■ **Dataset extract**:
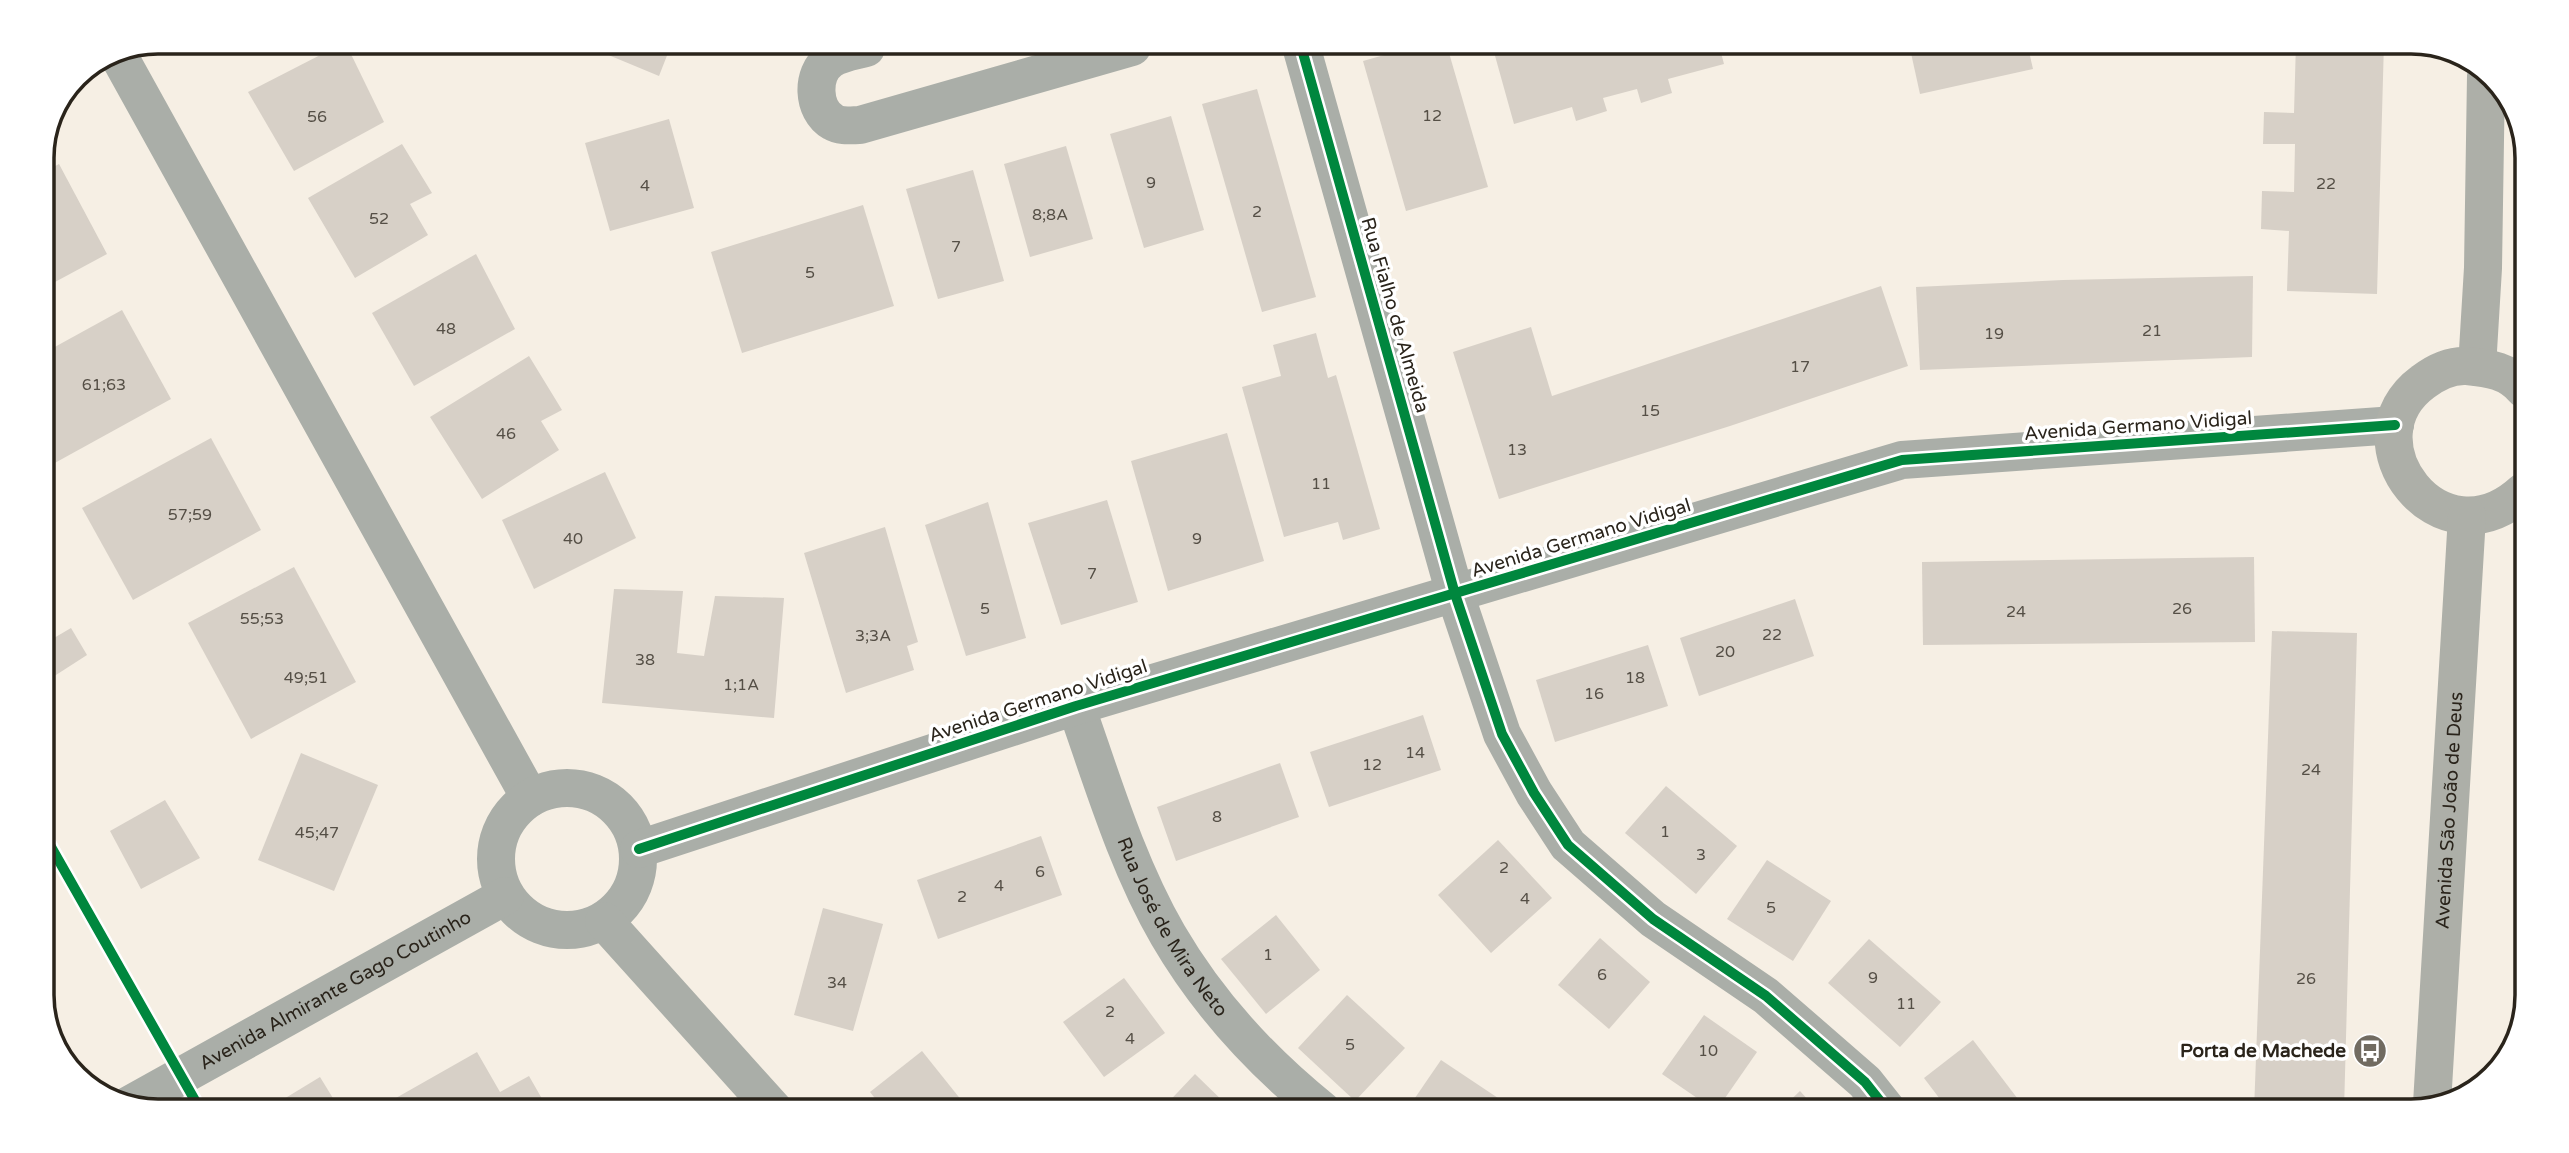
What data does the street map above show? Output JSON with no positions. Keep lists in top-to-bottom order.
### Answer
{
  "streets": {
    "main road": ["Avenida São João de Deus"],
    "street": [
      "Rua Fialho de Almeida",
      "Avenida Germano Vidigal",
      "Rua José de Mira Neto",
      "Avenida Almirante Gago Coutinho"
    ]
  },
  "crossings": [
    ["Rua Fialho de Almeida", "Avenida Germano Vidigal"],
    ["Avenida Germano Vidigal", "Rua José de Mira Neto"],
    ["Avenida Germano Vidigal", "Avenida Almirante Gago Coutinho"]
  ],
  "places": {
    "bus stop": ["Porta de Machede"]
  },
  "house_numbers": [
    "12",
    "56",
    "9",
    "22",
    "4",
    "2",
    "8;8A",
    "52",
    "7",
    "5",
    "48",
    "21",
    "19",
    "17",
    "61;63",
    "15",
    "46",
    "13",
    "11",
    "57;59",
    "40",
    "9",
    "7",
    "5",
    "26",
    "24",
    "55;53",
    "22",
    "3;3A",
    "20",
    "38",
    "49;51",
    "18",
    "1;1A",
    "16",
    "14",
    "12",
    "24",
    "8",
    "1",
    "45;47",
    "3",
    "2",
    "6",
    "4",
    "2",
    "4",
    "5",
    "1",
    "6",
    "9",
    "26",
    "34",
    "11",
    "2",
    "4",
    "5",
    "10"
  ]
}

■ **Exercise goal**:
Among the entries above, how many lines hold the string "Coutinho"? Answer with the bare number.

■ **Problem solution**:
2